--- WORK INSTRUCTIONS ---
The full set of entries is to be returned word for word.

++++++++++++++++++++

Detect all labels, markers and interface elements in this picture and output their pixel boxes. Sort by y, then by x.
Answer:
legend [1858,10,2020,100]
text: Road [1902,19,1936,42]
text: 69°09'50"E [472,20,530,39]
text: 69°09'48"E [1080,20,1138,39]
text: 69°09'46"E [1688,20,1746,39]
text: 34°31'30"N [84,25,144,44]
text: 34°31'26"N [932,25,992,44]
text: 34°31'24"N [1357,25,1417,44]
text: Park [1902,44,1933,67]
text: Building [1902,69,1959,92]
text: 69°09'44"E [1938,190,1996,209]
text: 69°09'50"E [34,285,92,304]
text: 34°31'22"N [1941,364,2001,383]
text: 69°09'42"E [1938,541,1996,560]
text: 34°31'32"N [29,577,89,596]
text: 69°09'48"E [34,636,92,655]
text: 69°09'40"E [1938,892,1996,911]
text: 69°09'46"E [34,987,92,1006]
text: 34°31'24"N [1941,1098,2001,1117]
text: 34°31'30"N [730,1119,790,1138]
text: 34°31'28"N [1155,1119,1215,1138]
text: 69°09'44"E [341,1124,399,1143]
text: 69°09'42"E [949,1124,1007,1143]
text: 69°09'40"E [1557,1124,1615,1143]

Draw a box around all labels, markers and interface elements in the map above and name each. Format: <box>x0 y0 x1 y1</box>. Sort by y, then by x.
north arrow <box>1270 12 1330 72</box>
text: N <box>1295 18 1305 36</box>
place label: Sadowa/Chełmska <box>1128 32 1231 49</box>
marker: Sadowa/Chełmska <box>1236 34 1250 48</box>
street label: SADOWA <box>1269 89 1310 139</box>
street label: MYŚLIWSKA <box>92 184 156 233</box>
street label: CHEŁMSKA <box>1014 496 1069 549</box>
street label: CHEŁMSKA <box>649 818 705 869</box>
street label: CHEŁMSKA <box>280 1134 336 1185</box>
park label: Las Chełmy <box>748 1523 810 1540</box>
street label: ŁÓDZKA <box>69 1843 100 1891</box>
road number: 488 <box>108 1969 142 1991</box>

++++++++++++++++++++

--- SOLUTION ---
Detect all labels, markers and interface elements in this picture and output their pixel boxes. Sort by y, then by x.
Answer:
legend [1858,10,2020,100]
text: Road [1902,19,1936,42]
text: 69°09'50"E [472,20,530,39]
text: 69°09'48"E [1080,20,1138,39]
text: 69°09'46"E [1688,20,1746,39]
text: 34°31'30"N [84,25,144,44]
text: 34°31'26"N [932,25,992,44]
text: 34°31'24"N [1357,25,1417,44]
text: Park [1902,44,1933,67]
text: Building [1902,69,1959,92]
text: 69°09'44"E [1938,190,1996,209]
text: 69°09'50"E [34,285,92,304]
text: 34°31'22"N [1941,364,2001,383]
text: 69°09'42"E [1938,541,1996,560]
text: 34°31'32"N [29,577,89,596]
text: 69°09'48"E [34,636,92,655]
text: 69°09'40"E [1938,892,1996,911]
text: 69°09'46"E [34,987,92,1006]
text: 34°31'24"N [1941,1098,2001,1117]
text: 34°31'30"N [730,1119,790,1138]
text: 34°31'28"N [1155,1119,1215,1138]
text: 69°09'44"E [341,1124,399,1143]
text: 69°09'42"E [949,1124,1007,1143]
text: 69°09'40"E [1557,1124,1615,1143]

Draw a box around all labels, markers and interface elements in the map above and name each. Format: <box>x0 y0 x1 y1</box>. Sort by y, then by x.
north arrow <box>1270 12 1330 72</box>
text: N <box>1295 18 1305 36</box>
place label: Sadowa/Chełmska <box>1128 32 1231 49</box>
marker: Sadowa/Chełmska <box>1236 34 1250 48</box>
street label: SADOWA <box>1269 89 1310 139</box>
street label: MYŚLIWSKA <box>92 184 156 233</box>
street label: CHEŁMSKA <box>1014 496 1069 549</box>
street label: CHEŁMSKA <box>649 818 705 869</box>
street label: CHEŁMSKA <box>280 1134 336 1185</box>
park label: Las Chełmy <box>748 1523 810 1540</box>
street label: ŁÓDZKA <box>69 1843 100 1891</box>
road number: 488 <box>108 1969 142 1991</box>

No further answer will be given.